Health Minister Ginette Petitpas Taylor responded with a statement saying the government "will look carefully at the Council's final report and its recommendations," and will work with provinces, territories, stakeholders and partners "as we look at the next steps. "
"Our advice has heard the stories of thousands of Canadians and has listened to a wide range of views," Hoskins said in a report entitled "Recipe for Canada: Reaching Pharmacy for All."
"The time for a general, public pharmacist has come … Let's finish the unfinished work on universal health care.
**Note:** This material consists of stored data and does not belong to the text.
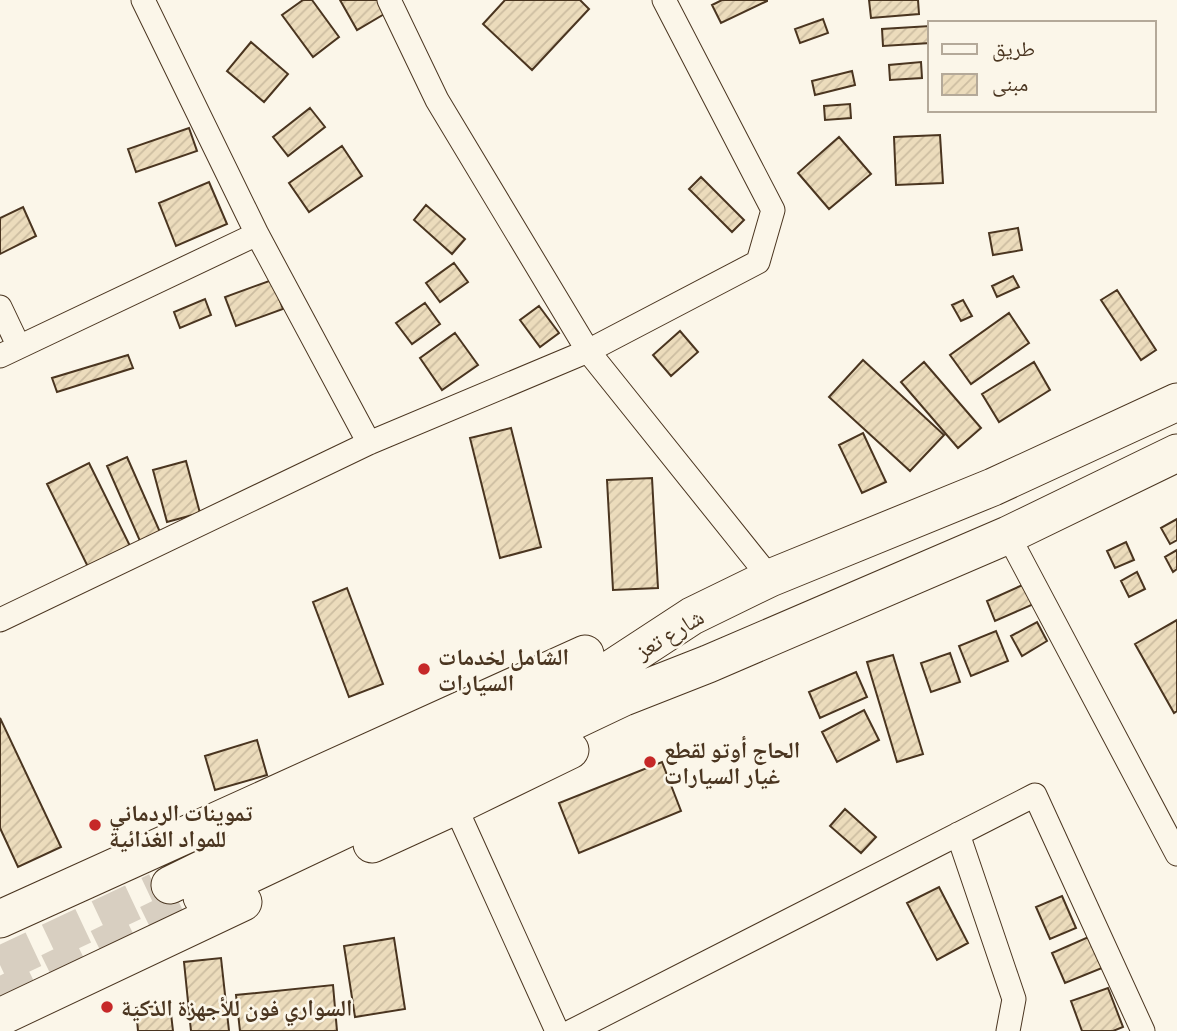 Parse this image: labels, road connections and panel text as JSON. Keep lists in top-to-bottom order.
{
  "streets": {
    "highway": ["شارع تعز"]
  },
  "places": [
    "الشامل لخدمات السيارات",
    "الحاج أوتو لقطع غيار السيارات",
    "تموينات الردماني للمواد الغذائية",
    "السواري فون للأجهزة الذكية"
  ],
  "legend": ["طريق", "مبنى"]
} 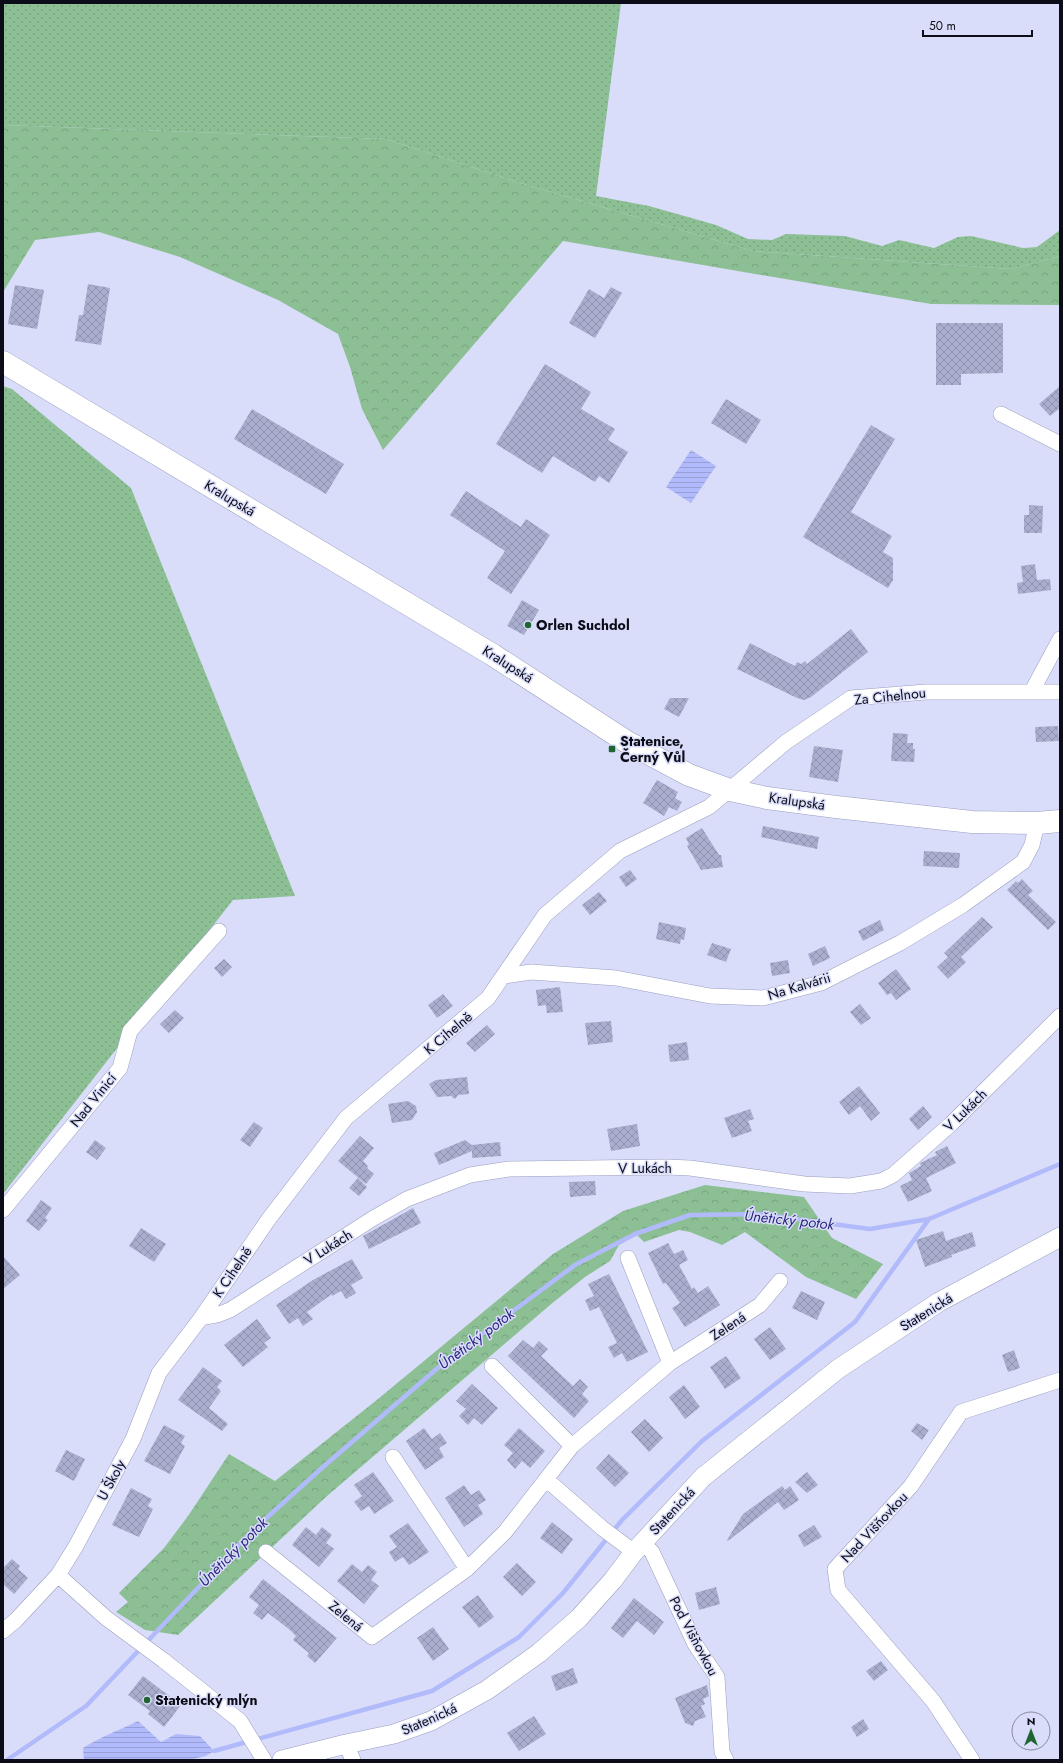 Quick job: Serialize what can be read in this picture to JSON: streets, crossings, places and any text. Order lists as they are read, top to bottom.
{
  "streets": {
    "main road": ["Kralupská"],
    "street": [
      "Za Cihelnou",
      "Na Kalvárii",
      "K Cihelně",
      "Nad Vinicí",
      "V Lukách",
      "Statenická",
      "Zelená",
      "U Školy",
      "Nad Višňovkou",
      "Pod Višňovkou"
    ]
  },
  "crossings": [
    ["Kralupská", "Za Cihelnou"],
    ["Kralupská", "Na Kalvárii"],
    ["Kralupská", "K Cihelně"],
    ["Za Cihelnou", "K Cihelně"],
    ["Na Kalvárii", "K Cihelně"],
    ["K Cihelně", "V Lukách"],
    ["K Cihelně", "U Školy"],
    ["V Lukách", "U Školy"],
    ["Statenická", "Pod Višňovkou"]
  ],
  "water": ["Únětický potok"],
  "places": {
    "other": ["Orlen Suchdol", "Statenický mlýn"],
    "transit": ["Statenice, Černý Vůl"]
  },
  "scale_bar": "50 m",
  "north": "top"
} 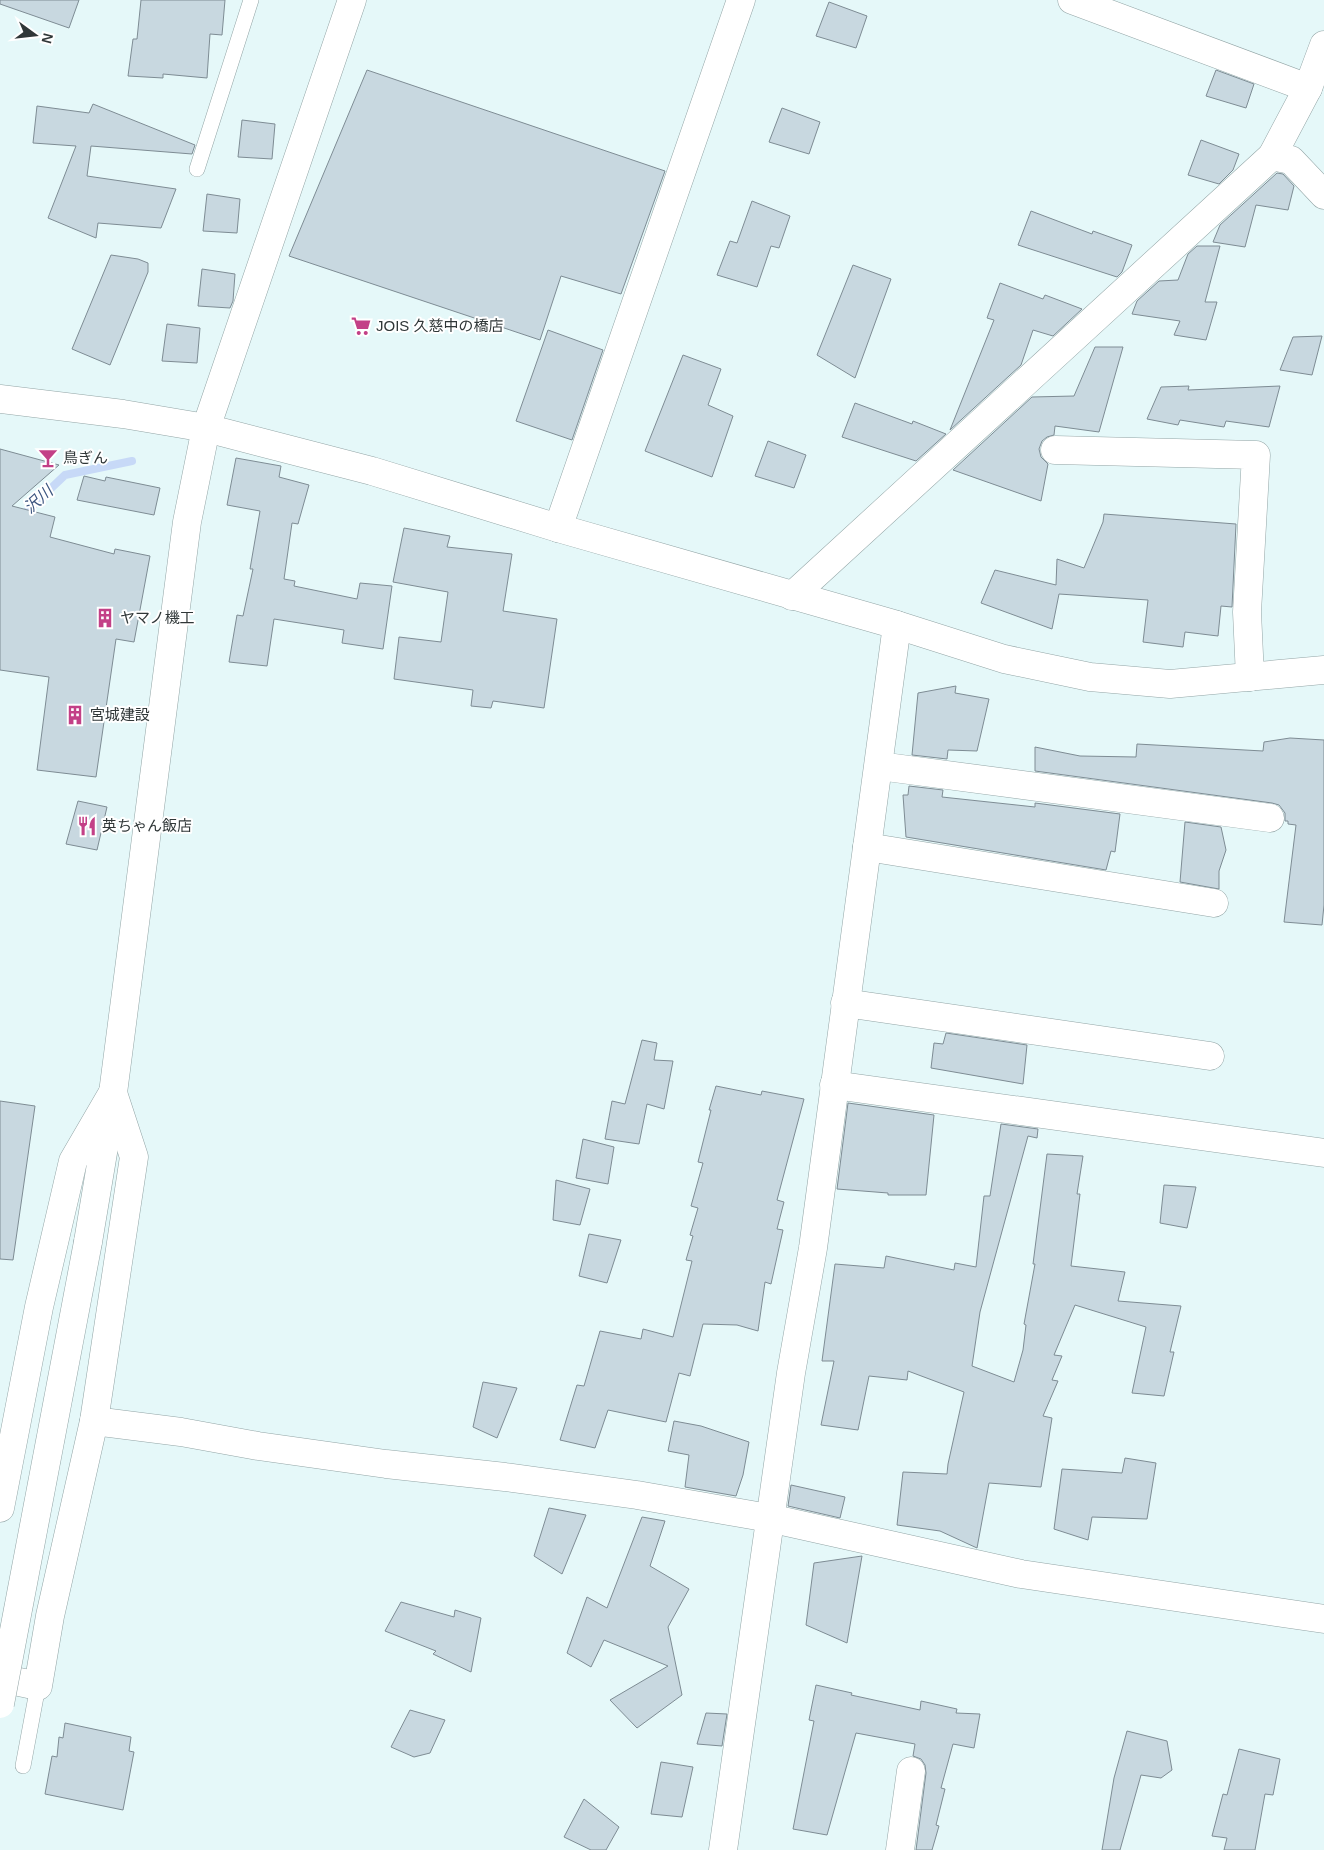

This can be our promise and our inheritance to one another and to all future generations. "
The Council argues that the only public pharmacist will provide access to prescription drugs for all Canadians, including about one in five Canadians who are uninsured or uninsured.
"Despite the efforts of all, the (current) system is fragmented, uneven, unequal and unfair," the report said.
"The result is a system where too many people fall into the cracks, which not only leads to poor health but also costs the health system billions of dollars in additional visits to doctors and hospitals when people's health fails as a result of lack of access to medicines. "
The report also calls on the federal government to work with the governments of the provinces and territories to start implementing the national pharmacopoeia as soon as possible with a new financing agreement to be developed jointly by governments and Ottawa which pay extra costs.
Canadians spent $ 34 billion on prescription drugs in 2018, the report said, adding that drug addiction is the second-largest healthcare spending after hospitals.
"We spend even more on drugs than on doctors," he said.
"On a per capita basis, only the United States and Switzerland pay more for prescription drugs, but there is a huge gap in coverage for all these costs."
The report recommends that payments to individuals be limited to $ 2 per prescription for basic medicines and $ 5 per prescription for all other medicines in the national form, with an annual limit of $ 100 per household.
It says that people with disabilities, people with social assistance, and low-income elderly people should be exempt from these fees, known as joint payments.
Once it is implemented, the plan will bring about $ 5 billion in savings, the board said, adding that Canadian savings would be $ 350 a year.
In its latest budget, the liberal government pledged to set up a new bulk drug buying agency and cut spending on medicines in Canada as a first step towards a national drug plan.
The government has also promised to spend $ 500 million a year, starting in 2022, to subsidize rare diseases medicines that have fewer patients to separate the enormous R & D spending.
She also said she intends to work with provinces, territories and other partners to develop a mandate for the National Drug Agency, and Health Canada to receive $ 35 million for four years, starting in 2019-2020 to create office to support the plan.